CI = confidence interval, FPG = fasting plasma glucose.

^aAdjusted for maternal age, parity, chronic hypertension, hypertensive disorder during pregnancy, body mass index before pregnancy, systolic and diastolic blood pressure, fetal sex, smoking and exercise.

^bAdjusted for maternal age, parity, chronic hypertension, body mass index before pregnancy, systolic and diastolic blood pressure, fetal sex, smoking and exercise.

^cAdjusted for maternal age, parity, chronic hypertension, hypertensive disorder during pregnancy, body mass index before pregnancy, systolic and diastolic blood pressure, fetal sex, preterm delivery, smoking and exercise.

Fig. 2

Risk of pregnancy outcomes and neonatal morbidity according to fasting blood glucose levels.

OR = odds ratio, CI = confidence interval, FPG = fasting plasma glucose.

Subgroup analysis

We conducted a subgroup analysis based on the prepregnancy BMI categories. The participants were divided into three groups: those who were underweight (< 18.5 kg/m²), those with normal weight (18.5–22.9 kg/m²), and those classified as overweight/obese (≥ 23 kg/m²). In the case of preterm delivery, in the underweight group, the risk of preterm delivery increased steeply beyond a certain high FPG cutoff, indicating that the risk escalated as FPG levels increased. Similarly, the OR for delivering a LGA baby also demonstrated a tendency to increase most rapidly in the underweight group. In the case of HDP, there was an observed tendency for an increased risk of HDP as FPG levels increased only in the obese group.
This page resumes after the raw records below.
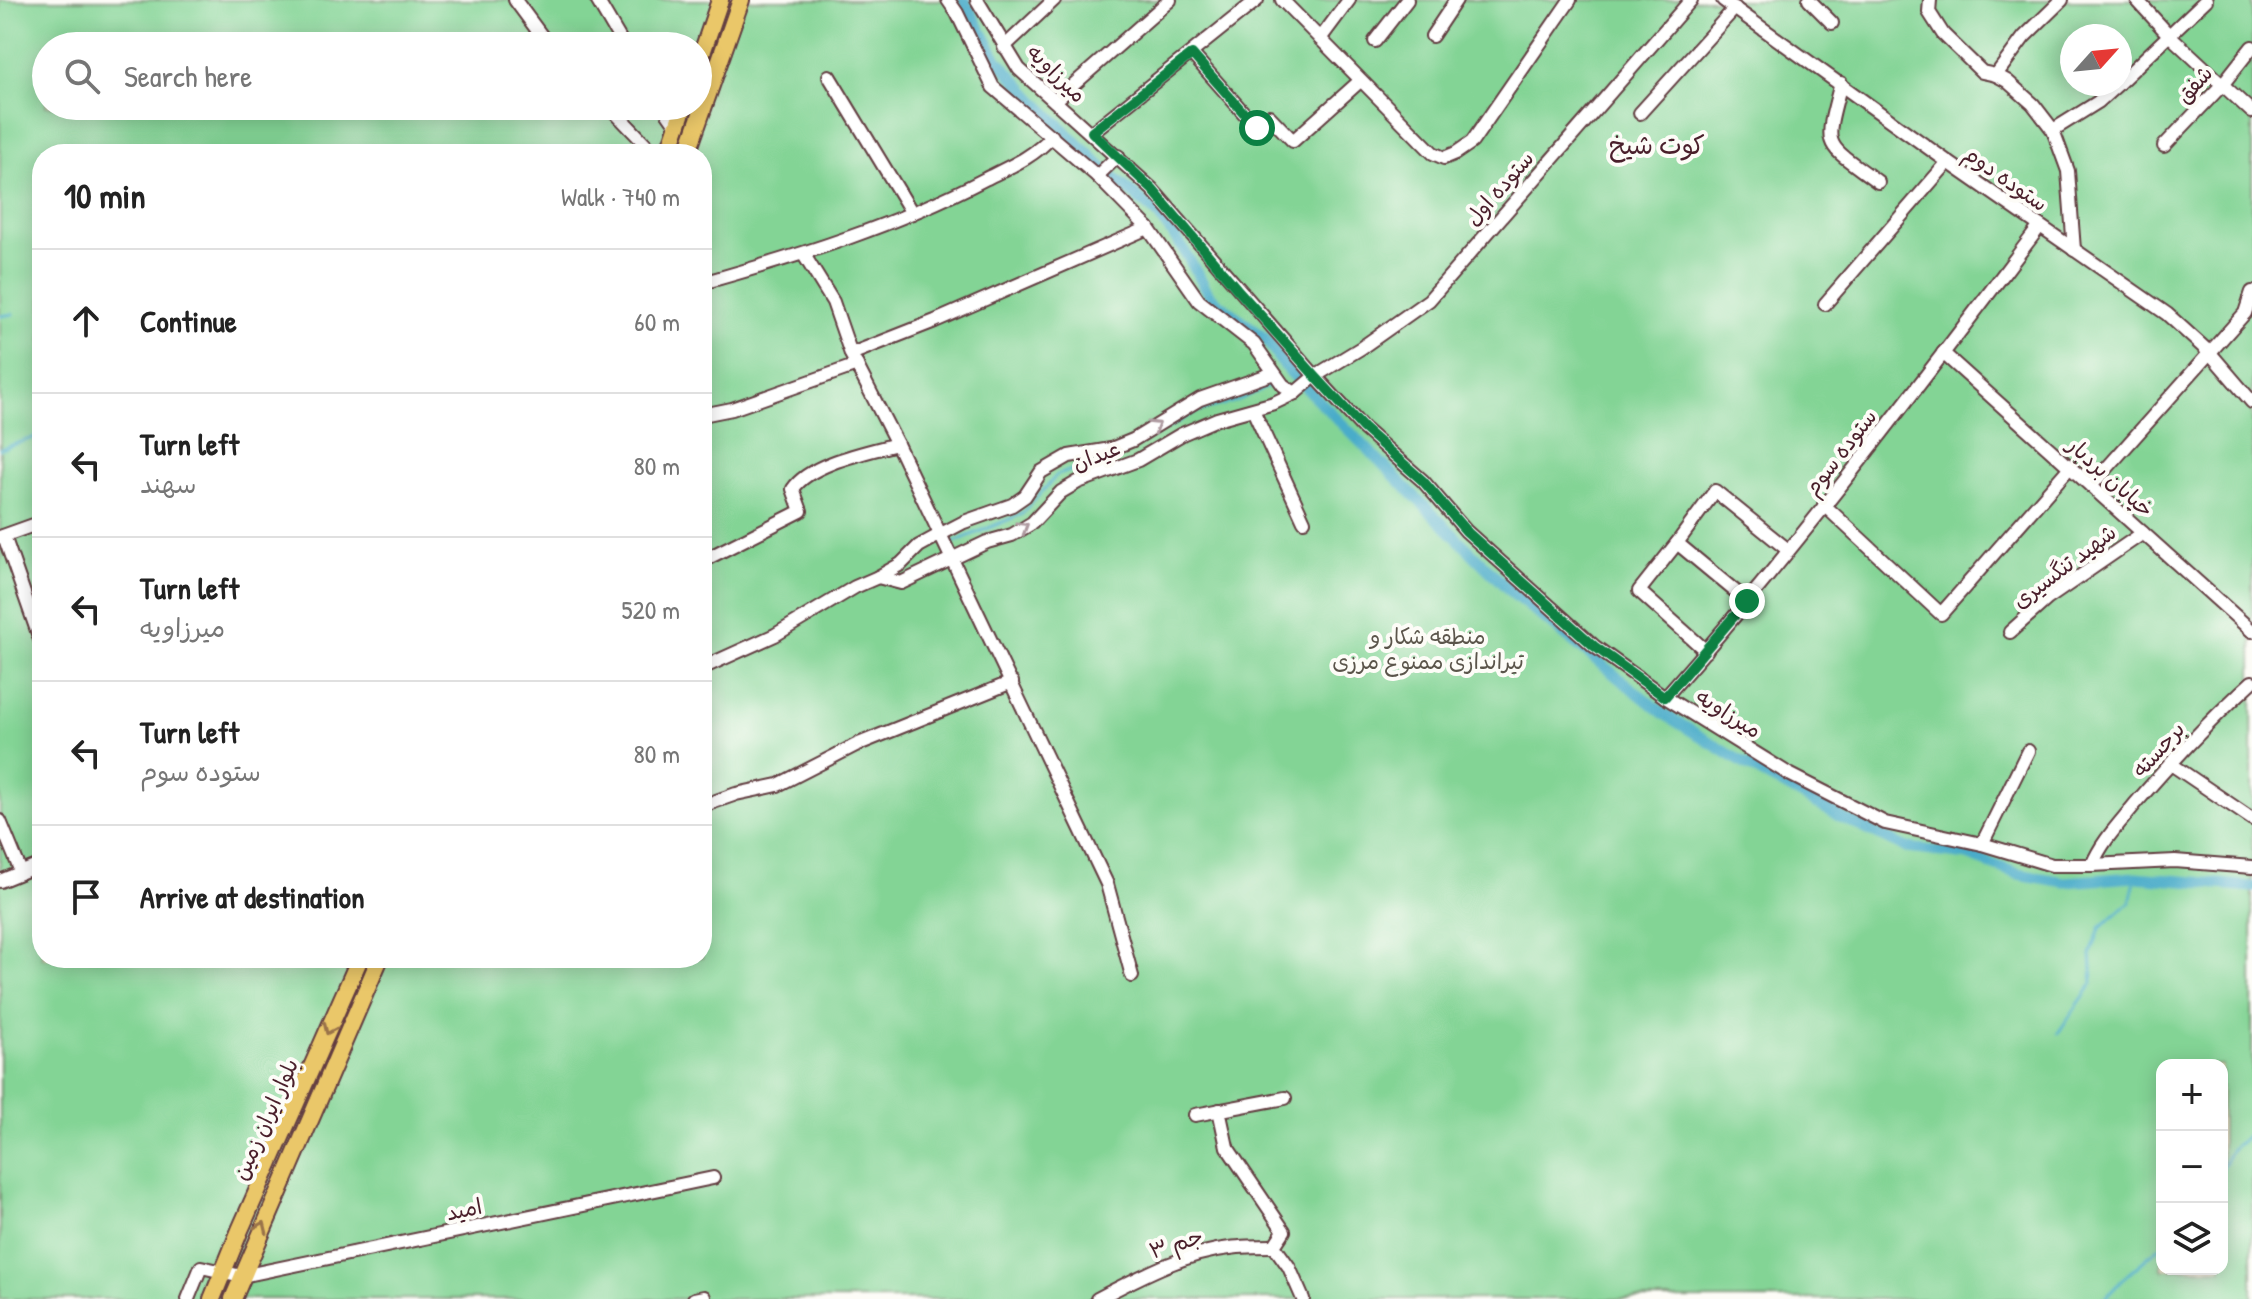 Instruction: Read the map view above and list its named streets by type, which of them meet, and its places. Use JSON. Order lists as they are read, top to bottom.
{
  "streets": {
    "main road": ["بلوار ایران زمین"],
    "street": [
      "میرزاویه",
      "شفق",
      "ستوده دوم",
      "ستوده اول",
      "ستوده سوم",
      "عیدان",
      "خیابان بردبار",
      "شهید تنگسیری",
      "برجسته",
      "امید",
      "جم ۳"
    ]
  },
  "crossings": [
    ["میرزاویه", "ستوده اول"],
    ["میرزاویه", "ستوده سوم"],
    ["میرزاویه", "برجسته"],
    ["ستوده دوم", "ستوده سوم"],
    ["ستوده اول", "عیدان"],
    ["ستوده سوم", "خیابان بردبار"],
    ["خیابان بردبار", "شهید تنگسیری"],
    ["بلوار ایران زمین", "امید"]
  ],
  "one_way": ["عیدان"],
  "districts": ["کوت شیخ"],
  "parks": ["منطقه شکار و تیراندازی ممنوع مرزی"],
  "north": "top right",
  "page": {
    "search": "Search here",
    "heading": ["10 min", "Walk · 740 m"],
    "list": [
      ["Continue", "60 m"],
      ["Turn left", "سهند", "80 m"],
      ["Turn left", "میرزاویه", "520 m"],
      ["Turn left", "ستوده سوم", "80 m"],
      "Arrive at destination"
    ],
    "map_buttons": ["+", "−"]
  }
}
Regarding the risk of neonatal hypoglycemia, women with a normal BMI experienced the most rapid increase in risk, followed by those who were underweight and obese, in terms of the steepness of risk escalation (Supplementary Fig. 2).

DISCUSSION

The main findings of the current study are as follows: 1) Elevated FPG levels were associated with an increased likelihood of delivering infants at an earlier gestational age and with higher birth weights; 2) A higher incidence of delivering infants with large for gestational age or macrosomia, an increased likelihood of undergoing a cesarean section, of developing hypertensive disorder during pregnancy, and a preterm birth was noted as FPG levels increased; 3) Regarding neonatal morbidity, infants born to women with diabetes-stage FPG levels had a higher risk of transient tachypnea of newborn, respiratory distress syndrome, and hypoglycemia compared to infants born to women with euglycemic FPG levels.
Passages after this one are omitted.